O ROMANCEIRO
Rogel Samuel
No
início do "Romanceiro da Inconfidência", há uns versos que dizem:
"Não
posso mover meus passos / por esse atroz labirinto". Cecília parece
perdida no passado daquela história. "- pois sinto bater os sinos /
percebo o roçar das rezas, / vejo o arrepio da morte, / à voz da
condenação". Esses versos sempre me impressionaram, sempre me lembraram
Minas, São João del Rey, Ouro Preto. Em Ouro Preto há uma estátua que simboliza
a Justiça, a Culpa, o Medo, o Terror. É um ser assexuado, que segura uma espada
apontada para fora, para o espectador, para mim. Uma espada pontiaguda, aguda e
fina. Os lábios estão sorrindo, como deve sorrir a Morte, a Tortura, a Dor.

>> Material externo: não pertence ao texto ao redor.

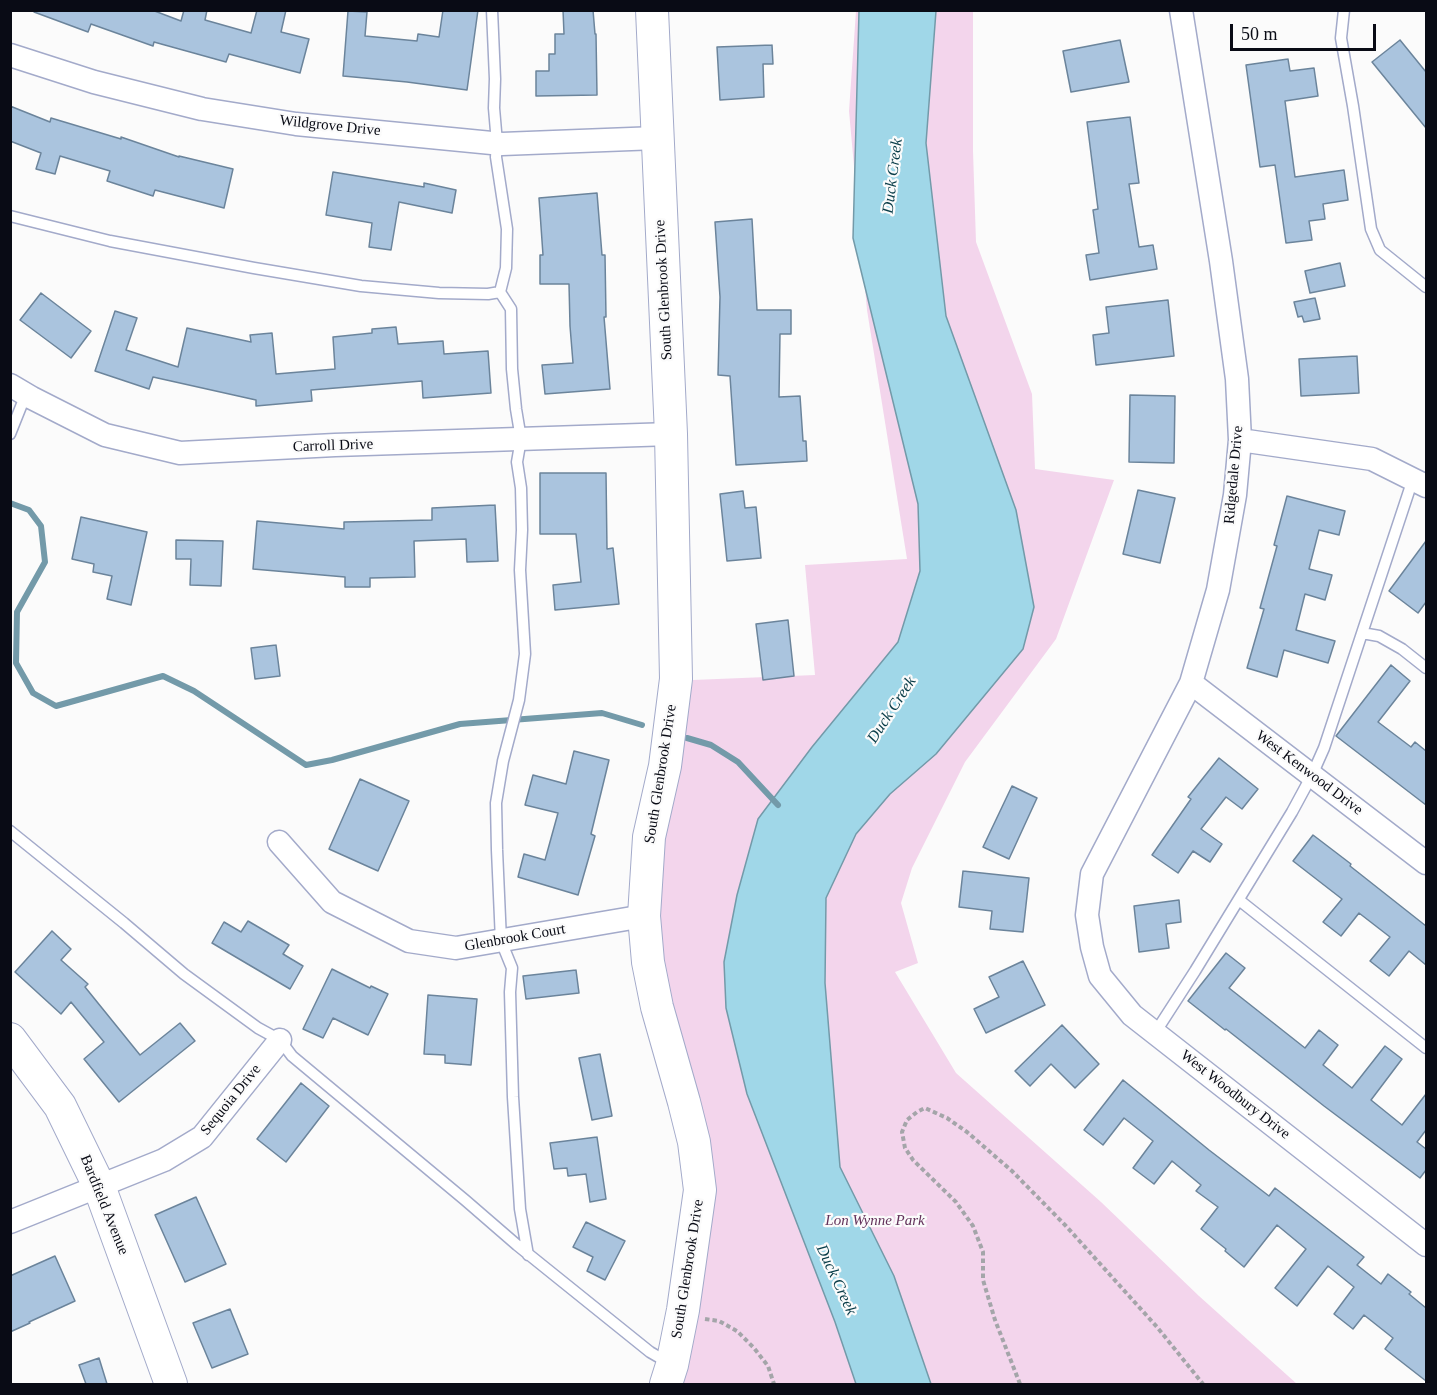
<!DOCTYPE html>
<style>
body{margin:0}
#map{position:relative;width:1437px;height:1395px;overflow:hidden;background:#fbfbfb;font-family:Georgia,serif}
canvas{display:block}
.frame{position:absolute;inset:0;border:12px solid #090b15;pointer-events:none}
.scale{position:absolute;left:1230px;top:24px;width:146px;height:27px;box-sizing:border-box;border:3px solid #090b15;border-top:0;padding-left:8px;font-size:18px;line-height:21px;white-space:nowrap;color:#090b15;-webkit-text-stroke:4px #fbfbfb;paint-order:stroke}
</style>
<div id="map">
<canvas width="1437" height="1395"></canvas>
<div class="frame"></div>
<div class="scale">50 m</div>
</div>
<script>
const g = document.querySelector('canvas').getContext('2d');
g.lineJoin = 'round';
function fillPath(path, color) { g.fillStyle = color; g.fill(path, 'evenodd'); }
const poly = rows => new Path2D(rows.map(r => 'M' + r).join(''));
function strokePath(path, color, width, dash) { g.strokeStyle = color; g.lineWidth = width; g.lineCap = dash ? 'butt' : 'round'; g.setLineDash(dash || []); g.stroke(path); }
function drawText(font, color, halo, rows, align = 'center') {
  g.font = font + ' Georgia,serif'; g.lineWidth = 4.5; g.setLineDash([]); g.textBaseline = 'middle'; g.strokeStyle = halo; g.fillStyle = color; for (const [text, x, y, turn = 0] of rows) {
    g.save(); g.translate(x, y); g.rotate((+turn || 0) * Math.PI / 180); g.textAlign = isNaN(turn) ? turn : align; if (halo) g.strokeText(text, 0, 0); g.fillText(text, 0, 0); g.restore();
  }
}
fillPath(poly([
 [856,11,973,11,973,151,976,242,1032,394,1035,469,1114,480,1056,639,965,762,912,868,901,903,918,963,895,972,956,1073,1101,1202,1199,1296,1297,1384,681,1384,699,1292,679,1044,650,916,666,821,693,680,815,675,805,565,907,559,867,310,849,111]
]), '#f3d5ec');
const water = poly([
 [859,11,936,11,926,143,946,316,1016,510,1034,607,1023,649,936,754,890,794,856,834,826,898,825,983,840,1167,894,1276,931,1384,856,1384,835,1322,747,1094,726,1008,724,962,737,895,758,819,812,747,898,642,920,571,918,504,853,238,859,11]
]);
fillPath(water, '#a0d7e8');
strokePath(water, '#739aa9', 1.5);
strokePath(poly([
 [10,503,29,510,41,526,45,562,17,612,16,663,33,693,56,706,163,676,194,691,306,765,332,760,460,724,602,713,642,725],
 [687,738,711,745,738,762,778,805]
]), '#739aa9', 6);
const building = poly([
 [35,10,152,10,181,21,184,10,207,10,205,20,251,33,257,10,286,10,281,32,309,39,300,73,229,54,226,62,154,42,153,46,91,24,88,32,34,12,35,10],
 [443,10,478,10,467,90,407,82,343,76,348,11,367,12,365,36,417,41,418,34,439,37,443,10],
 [563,10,593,10,595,34,596,34,597,95,536,96,536,71,549,71,549,54,555,54,555,34,564,34,563,10],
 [1120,40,1129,82,1071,92,1063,51,1120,40],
 [1400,40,1426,72,1426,128,1372,62,1400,40],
 [772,45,773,64,763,64,764,97,720,100,717,47,772,45],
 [1288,59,1290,71,1314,68,1318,96,1285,101,1295,177,1344,170,1348,200,1323,204,1325,219,1309,221,1312,240,1286,243,1275,165,1260,167,1246,65,1288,59],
 [10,106,50,122,51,118,121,139,121,137,179,157,179,156,233,169,224,208,155,190,153,196,107,181,110,171,60,156,55,174,36,169,41,153,10,141,10,106],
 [1130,117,1139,183,1129,184,1139,247,1153,245,1157,269,1090,280,1086,255,1099,253,1093,210,1098,209,1087,122,1130,117],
 [333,172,424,187,424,183,456,190,452,213,399,202,391,250,369,247,372,223,326,215,333,172],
 [597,193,602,255,605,255,606,317,604,317,610,389,545,394,542,365,573,363,570,326,569,284,540,284,540,255,543,255,539,198,597,193],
 [752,219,757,310,791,310,791,334,780,334,779,397,800,396,803,441,806,441,807,461,736,465,730,376,718,375,720,297,715,222,752,219],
 [1340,263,1345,286,1310,293,1305,271,1340,263],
 [41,293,91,331,71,358,20,320,41,293],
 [1315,298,1320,319,1304,322,1302,316,1298,317,1294,302,1315,298],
 [1168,300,1174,356,1096,365,1093,335,1109,333,1106,307,1168,300],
 [115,311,137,318,126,350,178,367,187,328,251,342,250,335,272,333,276,374,335,369,333,337,372,333,372,329,396,327,398,344,443,341,444,354,488,351,491,393,423,398,422,381,311,390,312,401,256,406,256,400,153,377,149,389,95,371,115,311],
 [1357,356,1359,393,1301,396,1299,359,1357,356],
 [1130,395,1175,396,1174,463,1129,462,1130,395],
 [540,473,606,473,607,549,613,548,619,604,555,610,553,585,581,582,576,534,540,534,540,473],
 [1138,490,1175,498,1160,563,1123,554,1138,490],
 [743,491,745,508,756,507,761,558,727,561,720,494,743,491],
 [1287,496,1345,511,1339,535,1319,530,1309,569,1332,575,1325,600,1305,594,1296,630,1335,641,1328,663,1284,650,1277,677,1247,668,1264,609,1260,608,1277,546,1274,545,1287,496],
 [495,505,498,561,467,562,466,539,414,541,415,577,370,578,370,587,345,587,345,577,253,569,257,521,344,529,344,522,432,520,432,508,495,505],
 [81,517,147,532,131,605,107,599,112,576,93,572,94,564,72,559,81,517],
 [176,540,223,541,221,586,190,585,191,559,176,559,176,540],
 [1426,541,1426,602,1418,613,1389,591,1426,541],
 [788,620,794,676,763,680,756,624,788,620],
 [276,645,280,676,255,679,251,648,276,645],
 [1391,665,1410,681,1378,722,1411,747,1415,742,1426,751,1426,805,1336,736,1391,665],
 [574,751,609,760,591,834,595,836,578,895,518,877,524,854,545,860,558,813,525,805,533,775,566,784,574,751],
 [1219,758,1258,789,1242,809,1226,797,1201,829,1222,844,1210,862,1193,851,1178,873,1152,855,1191,799,1188,797,1219,758],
 [360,779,409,801,378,871,329,849,360,779],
 [1012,786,1037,798,1009,859,983,847,1012,786],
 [1313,835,1351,864,1350,866,1426,926,1426,965,1409,951,1389,976,1370,961,1390,937,1359,913,1341,936,1323,922,1342,899,1293,861,1313,835],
 [963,871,1029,878,1023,932,990,929,992,911,959,907,963,871],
 [1179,900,1181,922,1166,924,1169,948,1139,952,1134,906,1179,900],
 [248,921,289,945,283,954,303,966,290,989,212,943,224,922,241,932,248,921],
 [52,931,71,949,61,960,88,984,85,987,140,1055,180,1023,195,1041,119,1102,84,1059,104,1042,71,1002,61,1014,15,972,52,931],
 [1226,953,1245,968,1229,988,1305,1048,1319,1030,1338,1045,1323,1065,1352,1088,1385,1046,1402,1059,1371,1100,1402,1125,1426,1094,1426,1130,1417,1142,1426,1149,1426,1170,1420,1178,1324,1106,1226,1029,1225,1030,1188,1001,1226,953],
 [1023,961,1045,1005,986,1033,974,1009,999,997,989,977,1023,961],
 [332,969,370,988,371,986,388,994,368,1035,333,1018,323,1038,303,1029,332,969],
 [576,970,579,993,526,999,523,976,576,970],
 [428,995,477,999,471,1065,445,1063,445,1055,424,1054,428,995],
 [1062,1025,1099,1064,1075,1088,1051,1064,1030,1086,1015,1071,1062,1025],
 [600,1054,612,1116,592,1120,579,1058,600,1054],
 [1123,1080,1209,1150,1269,1196,1275,1188,1364,1257,1357,1265,1381,1284,1388,1274,1411,1292,1409,1294,1426,1308,1426,1381,1385,1349,1393,1338,1364,1315,1353,1329,1334,1314,1354,1287,1328,1266,1297,1306,1275,1288,1306,1249,1277,1225,1244,1267,1225,1251,1226,1249,1201,1229,1218,1207,1196,1191,1201,1185,1172,1161,1154,1184,1133,1168,1153,1141,1124,1118,1103,1145,1084,1130,1123,1080],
 [301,1083,329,1106,286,1162,257,1139,301,1083],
 [597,1137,606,1199,590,1202,586,1174,568,1176,567,1168,554,1169,550,1143,597,1137],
 [196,1197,226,1264,185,1282,155,1215,196,1197],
 [586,1222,625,1241,605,1280,587,1271,593,1257,573,1247,586,1222],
 [55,1256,75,1301,29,1322,30,1323,10,1332,10,1276,55,1256],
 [230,1309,248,1354,212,1368,193,1323,230,1309],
 [99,1358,107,1384,86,1384,79,1365,99,1358]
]);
fillPath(building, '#aac4de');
strokePath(building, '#6b849b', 1.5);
const lane = poly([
 [492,10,495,79,494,108,497,143,496,157,507,229,506,268,500,292,511,309,512,369,516,409,521,439,517,462,521,488,522,530,520,570,525,654,519,700,503,761,496,803,497,850,501,941,512,968,510,992,513,1097,520,1209,528,1255],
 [1344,10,1341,38,1353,106,1371,229,1380,250,1426,287],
 [10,216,110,241,254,268,361,286,439,293,488,294,500,292],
 [10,434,26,394],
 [1362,633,1379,636,1402,649,1426,668],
 [10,831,124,923,184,974,258,1028,280,1040,292,1056,465,1200,517,1245,650,1352,669,1363],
 [1239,900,1426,1048],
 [1155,1033,1195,971,1292,812,1312,775,1324,748,1413,479]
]);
const street = poly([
 [1181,10,1221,261,1237,379,1240,440,1235,495,1218,590,1191,683,1092,874,1087,915,1092,947,1100,976,1132,1015,1426,1245],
 [10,55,94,82,202,109,296,124,502,144,657,138],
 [10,385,32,398,105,435,180,453,335,445,671,434],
 [1240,440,1372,459,1426,486],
 [1191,683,1426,863],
 [279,842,332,902,409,941,456,948,644,916],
 [10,1222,164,1160,202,1137,280,1040]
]);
const secondary = poly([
 [652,10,671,434,676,679,665,766,649,837,644,916,648,962,657,1007,684,1102,694,1142,700,1190,683,1310,672,1365,666,1384],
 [10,1039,60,1106,99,1186,171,1384]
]);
strokePath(lane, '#a3aaca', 13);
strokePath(street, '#a3aaca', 25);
strokePath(secondary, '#a3aaca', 34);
strokePath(poly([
 [705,1319,719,1321,737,1331,754,1348,768,1366,774,1384],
 [1020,1384,995,1320,983,1280,983,1252,973,1226,956,1202,913,1160,905,1148,902,1132,907,1120,917,1112,925,1108,947,1118,967,1132,1012,1171,1066,1226,1157,1327,1203,1384]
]), '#a4a5a9', 4, [4.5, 3]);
strokePath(lane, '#fff', 10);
strokePath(street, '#fff', 22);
strokePath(secondary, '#fff', 32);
drawText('15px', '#090b15', '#fbfbfb', [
 ["Wildgrove Drive",330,126,6],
 ["South Glenbrook Drive",664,290,-93],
 ["Carroll Drive",333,446,-2],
 ["Ridgedale Drive",1234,475,-85],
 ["West Kenwood Drive",1309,773,37],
 ["South Glenbrook Drive",661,774,-81],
 ["Glenbrook Court",515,938,-10],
 ["West Woodbury Drive",1235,1095,38],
 ["Sequoia Drive",231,1100,-51],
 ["Bardfield Avenue",104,1205,68],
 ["South Glenbrook Drive",688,1269,-81]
]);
drawText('italic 15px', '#62315a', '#fbfbfb', [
 ["Lon Wynne Park",875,1221]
]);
drawText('italic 16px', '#083c48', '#fbfbfb', [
 ["Duck Creek",893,176,-83],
 ["Duck Creek",892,710,-57],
 ["Duck Creek",836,1280,65]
]);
</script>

Remete a um outro poema do "Cancioneiro": - o cenário: "Eis a
estrada, eis a ponte, eis a montanha / sobre a qual se recorda a igreja branca.
// Eis o cavalo pela verde encosta. / Eis a soleira, o pátio, e a mesma porta.
// E a direção do olhar". Não sei por que sempre associei este olhar com a
ponta daquela espada. A estátua está sentada e aponta da espada para frente. É
uma alegoria do poder, e fica no alto da casa onde o Poder se exercia, talvez
"A Casa do Contos". Não. Não me sinto bem, em Ouro Preto. Assim como
São João Del Rey me parece uma cidade em luto. "Correm avisos nos ares, /
Há mistério em cada encontro". Tudo se mistura com cartas, amores,
traições. Símbolos. "O país da Arcádia / jaz dentro de um leque". O
sorriso da maldade à "cálida luz de trêmulos pavios". Ninguém
conseguiu a metáfora do passado, como este poema. "Assim viveram",
diz ele, a todo instante. A espada, a cruz, o louro. Cecília escuta o tempo, as
rosas, os muros. As vozes vêm de 1700, o vento é testemunha: "Selvas,
montanhas e rios / estão transidos de pasmo." Há perguntas em toda parte, em
toda sombra, em cada rasto. Cecília busca o passado como quem cata ouro. Teme
queimar seus dedos com a ponta daquele inferno, daquela espada. Pois "a
sede de ouro é sem cura".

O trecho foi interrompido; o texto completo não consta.